• **How to complete this task**
Records follow. Select each line holding "fabs".
Recorded information: Begin
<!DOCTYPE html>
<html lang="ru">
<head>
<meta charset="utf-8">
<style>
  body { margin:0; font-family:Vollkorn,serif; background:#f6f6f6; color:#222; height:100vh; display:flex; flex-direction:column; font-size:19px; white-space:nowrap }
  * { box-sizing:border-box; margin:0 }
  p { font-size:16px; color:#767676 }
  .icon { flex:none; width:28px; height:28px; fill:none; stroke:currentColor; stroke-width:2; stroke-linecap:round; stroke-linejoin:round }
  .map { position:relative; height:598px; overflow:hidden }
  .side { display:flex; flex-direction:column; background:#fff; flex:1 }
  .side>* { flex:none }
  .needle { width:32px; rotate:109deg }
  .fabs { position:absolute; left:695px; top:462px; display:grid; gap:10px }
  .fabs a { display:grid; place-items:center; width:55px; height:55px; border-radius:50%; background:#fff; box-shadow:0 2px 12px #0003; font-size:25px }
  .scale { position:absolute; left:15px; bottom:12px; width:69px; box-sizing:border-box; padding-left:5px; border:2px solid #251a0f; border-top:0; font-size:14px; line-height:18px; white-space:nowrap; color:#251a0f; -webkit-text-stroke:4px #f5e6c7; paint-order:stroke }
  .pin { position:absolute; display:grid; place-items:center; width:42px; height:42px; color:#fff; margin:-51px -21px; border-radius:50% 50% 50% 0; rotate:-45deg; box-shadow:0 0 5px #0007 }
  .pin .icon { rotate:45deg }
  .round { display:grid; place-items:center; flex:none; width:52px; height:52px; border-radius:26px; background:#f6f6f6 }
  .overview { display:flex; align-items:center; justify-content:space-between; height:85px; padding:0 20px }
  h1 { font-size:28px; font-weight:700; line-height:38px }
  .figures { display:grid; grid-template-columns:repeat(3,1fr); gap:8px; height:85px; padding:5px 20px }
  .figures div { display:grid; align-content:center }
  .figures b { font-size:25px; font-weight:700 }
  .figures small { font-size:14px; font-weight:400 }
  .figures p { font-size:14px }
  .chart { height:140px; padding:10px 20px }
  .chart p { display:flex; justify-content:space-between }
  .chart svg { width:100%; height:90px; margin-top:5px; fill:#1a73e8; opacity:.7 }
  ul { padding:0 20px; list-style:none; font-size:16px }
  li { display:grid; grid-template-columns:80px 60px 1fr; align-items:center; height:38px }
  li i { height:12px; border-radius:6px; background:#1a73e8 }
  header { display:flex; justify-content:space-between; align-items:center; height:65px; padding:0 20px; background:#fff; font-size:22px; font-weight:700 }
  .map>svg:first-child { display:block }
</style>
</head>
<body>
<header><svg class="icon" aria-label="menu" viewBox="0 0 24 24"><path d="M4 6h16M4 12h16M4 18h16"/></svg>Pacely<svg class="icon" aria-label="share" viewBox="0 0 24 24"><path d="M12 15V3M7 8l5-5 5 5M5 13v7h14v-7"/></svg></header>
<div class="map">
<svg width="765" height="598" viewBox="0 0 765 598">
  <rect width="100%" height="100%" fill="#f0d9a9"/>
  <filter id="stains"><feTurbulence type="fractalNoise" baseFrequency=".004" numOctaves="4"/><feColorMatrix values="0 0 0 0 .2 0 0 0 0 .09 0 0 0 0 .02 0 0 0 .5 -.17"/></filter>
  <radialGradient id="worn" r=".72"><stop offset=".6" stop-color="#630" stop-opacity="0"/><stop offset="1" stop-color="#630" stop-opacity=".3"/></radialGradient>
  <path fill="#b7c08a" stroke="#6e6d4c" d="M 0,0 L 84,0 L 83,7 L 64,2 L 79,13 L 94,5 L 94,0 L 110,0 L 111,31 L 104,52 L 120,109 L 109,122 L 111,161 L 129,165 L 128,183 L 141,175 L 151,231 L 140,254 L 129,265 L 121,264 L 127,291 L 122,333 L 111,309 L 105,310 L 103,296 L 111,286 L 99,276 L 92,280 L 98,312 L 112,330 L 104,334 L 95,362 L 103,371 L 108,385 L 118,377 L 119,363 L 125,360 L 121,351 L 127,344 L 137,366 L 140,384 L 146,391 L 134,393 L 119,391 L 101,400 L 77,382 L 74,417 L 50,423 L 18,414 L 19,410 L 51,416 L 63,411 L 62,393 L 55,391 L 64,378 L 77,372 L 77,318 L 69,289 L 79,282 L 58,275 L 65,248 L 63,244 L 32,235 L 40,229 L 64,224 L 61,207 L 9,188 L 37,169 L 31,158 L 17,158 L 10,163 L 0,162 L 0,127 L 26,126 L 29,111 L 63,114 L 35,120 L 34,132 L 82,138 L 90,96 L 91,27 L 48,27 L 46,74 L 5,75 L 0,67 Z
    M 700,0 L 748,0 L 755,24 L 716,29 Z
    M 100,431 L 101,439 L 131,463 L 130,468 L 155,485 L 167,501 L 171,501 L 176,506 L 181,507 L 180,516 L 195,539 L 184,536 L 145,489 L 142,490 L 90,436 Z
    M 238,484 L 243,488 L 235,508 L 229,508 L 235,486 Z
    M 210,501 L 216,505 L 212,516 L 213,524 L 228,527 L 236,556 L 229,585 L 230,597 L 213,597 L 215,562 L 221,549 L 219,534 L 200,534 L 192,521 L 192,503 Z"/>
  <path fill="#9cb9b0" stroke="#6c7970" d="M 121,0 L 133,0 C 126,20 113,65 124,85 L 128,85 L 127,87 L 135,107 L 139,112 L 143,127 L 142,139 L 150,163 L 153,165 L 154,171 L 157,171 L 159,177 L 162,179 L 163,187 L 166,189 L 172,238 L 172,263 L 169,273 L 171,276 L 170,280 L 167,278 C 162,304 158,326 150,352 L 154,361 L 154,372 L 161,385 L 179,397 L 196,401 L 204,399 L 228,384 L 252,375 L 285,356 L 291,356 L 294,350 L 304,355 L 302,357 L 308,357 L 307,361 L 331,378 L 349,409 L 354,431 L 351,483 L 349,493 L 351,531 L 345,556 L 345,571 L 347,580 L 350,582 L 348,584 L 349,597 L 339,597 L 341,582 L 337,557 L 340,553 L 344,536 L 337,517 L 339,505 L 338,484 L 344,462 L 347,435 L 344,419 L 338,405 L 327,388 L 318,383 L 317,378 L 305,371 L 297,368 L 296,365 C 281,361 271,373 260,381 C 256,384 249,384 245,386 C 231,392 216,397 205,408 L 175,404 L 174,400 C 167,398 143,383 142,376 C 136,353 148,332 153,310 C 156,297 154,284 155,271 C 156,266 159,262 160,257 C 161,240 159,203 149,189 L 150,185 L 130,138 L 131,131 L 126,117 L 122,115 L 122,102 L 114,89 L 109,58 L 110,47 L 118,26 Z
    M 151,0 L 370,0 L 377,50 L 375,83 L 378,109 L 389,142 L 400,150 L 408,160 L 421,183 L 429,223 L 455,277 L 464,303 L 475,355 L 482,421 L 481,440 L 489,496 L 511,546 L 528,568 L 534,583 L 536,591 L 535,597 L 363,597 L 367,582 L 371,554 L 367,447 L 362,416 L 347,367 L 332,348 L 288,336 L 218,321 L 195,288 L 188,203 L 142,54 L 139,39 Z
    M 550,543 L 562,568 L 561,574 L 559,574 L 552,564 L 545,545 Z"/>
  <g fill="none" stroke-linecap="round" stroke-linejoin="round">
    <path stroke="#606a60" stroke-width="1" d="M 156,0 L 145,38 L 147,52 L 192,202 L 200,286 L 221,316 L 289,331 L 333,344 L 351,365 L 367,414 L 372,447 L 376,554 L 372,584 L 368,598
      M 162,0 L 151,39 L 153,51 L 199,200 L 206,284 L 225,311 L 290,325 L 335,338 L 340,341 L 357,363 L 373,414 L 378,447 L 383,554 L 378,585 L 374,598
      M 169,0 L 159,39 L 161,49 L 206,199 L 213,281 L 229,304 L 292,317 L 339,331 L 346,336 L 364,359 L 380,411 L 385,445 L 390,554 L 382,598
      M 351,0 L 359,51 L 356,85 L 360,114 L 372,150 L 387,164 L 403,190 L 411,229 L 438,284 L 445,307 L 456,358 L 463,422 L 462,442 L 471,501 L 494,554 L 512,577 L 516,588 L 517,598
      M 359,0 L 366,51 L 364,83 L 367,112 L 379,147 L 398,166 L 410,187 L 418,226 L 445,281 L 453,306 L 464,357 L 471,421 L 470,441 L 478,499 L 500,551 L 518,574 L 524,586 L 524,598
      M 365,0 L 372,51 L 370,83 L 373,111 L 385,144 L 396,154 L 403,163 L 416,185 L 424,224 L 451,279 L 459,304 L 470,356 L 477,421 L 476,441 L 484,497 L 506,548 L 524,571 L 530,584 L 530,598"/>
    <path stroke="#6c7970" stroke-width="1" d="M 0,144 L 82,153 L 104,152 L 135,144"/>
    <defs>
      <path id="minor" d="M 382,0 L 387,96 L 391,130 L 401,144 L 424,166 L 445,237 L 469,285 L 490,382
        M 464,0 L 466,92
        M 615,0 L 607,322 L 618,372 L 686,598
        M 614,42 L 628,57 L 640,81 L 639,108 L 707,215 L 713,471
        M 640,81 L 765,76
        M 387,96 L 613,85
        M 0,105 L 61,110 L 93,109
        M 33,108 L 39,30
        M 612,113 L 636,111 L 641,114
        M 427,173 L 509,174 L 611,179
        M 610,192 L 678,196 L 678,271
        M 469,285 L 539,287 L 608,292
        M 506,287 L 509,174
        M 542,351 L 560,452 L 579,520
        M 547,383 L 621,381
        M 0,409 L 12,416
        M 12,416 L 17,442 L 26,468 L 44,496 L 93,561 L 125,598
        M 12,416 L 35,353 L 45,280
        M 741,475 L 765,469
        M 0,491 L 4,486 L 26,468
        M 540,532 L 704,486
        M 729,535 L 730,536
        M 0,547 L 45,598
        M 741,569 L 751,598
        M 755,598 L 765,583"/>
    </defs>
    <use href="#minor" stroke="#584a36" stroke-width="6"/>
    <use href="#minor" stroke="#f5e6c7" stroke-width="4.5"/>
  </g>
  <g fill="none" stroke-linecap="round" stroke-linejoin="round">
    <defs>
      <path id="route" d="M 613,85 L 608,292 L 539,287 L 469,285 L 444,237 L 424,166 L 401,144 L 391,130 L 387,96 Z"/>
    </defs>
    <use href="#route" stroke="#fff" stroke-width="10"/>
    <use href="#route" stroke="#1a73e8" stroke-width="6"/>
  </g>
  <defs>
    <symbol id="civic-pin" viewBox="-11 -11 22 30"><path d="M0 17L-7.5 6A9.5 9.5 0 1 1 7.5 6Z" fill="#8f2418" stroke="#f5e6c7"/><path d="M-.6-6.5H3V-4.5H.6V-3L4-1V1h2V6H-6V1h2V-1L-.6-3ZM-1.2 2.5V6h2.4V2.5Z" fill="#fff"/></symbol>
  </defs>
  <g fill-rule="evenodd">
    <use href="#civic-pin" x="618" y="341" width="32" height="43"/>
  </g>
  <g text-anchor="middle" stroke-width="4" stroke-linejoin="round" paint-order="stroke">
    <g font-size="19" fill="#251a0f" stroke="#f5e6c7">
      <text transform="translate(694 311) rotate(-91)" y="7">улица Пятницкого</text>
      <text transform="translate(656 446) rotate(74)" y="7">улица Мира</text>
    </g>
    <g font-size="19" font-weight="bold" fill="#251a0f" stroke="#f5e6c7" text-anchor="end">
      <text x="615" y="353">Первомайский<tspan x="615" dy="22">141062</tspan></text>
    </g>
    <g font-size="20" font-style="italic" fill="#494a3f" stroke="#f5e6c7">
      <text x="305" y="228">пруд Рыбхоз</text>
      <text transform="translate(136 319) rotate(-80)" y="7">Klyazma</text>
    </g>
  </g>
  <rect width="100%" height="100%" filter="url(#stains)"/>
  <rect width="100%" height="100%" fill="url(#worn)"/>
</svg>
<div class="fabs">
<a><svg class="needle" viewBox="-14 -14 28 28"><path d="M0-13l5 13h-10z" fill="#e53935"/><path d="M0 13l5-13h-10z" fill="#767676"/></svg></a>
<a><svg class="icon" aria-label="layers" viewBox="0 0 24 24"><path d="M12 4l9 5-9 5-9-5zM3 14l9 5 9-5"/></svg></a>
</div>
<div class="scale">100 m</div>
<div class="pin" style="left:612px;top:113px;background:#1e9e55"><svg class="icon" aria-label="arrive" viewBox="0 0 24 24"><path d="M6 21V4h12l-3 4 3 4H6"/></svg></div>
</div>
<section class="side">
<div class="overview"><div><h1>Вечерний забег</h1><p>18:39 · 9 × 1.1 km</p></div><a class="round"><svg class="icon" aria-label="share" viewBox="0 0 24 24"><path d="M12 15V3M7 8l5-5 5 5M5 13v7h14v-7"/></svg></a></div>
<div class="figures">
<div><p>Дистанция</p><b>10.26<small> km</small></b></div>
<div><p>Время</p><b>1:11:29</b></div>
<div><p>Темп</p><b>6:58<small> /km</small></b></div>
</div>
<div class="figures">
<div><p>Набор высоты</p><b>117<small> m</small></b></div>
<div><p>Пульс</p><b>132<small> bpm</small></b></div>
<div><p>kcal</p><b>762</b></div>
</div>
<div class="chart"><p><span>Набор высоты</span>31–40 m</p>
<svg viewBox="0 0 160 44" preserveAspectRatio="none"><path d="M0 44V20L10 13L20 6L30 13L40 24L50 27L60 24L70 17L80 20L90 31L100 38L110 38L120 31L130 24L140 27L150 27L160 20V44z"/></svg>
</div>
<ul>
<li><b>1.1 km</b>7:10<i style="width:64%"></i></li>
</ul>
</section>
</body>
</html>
Recorded information: End
• **Exercise answer**
  .fabs { position:absolute; left:695px; top:462px; display:grid; gap:10px }
  .fabs a { display:grid; place-items:center; width:55px; height:55px; border-radius:50%; background:#fff; box-shadow:0 2px 12px #0003; font-size:25px }
<div class="fabs">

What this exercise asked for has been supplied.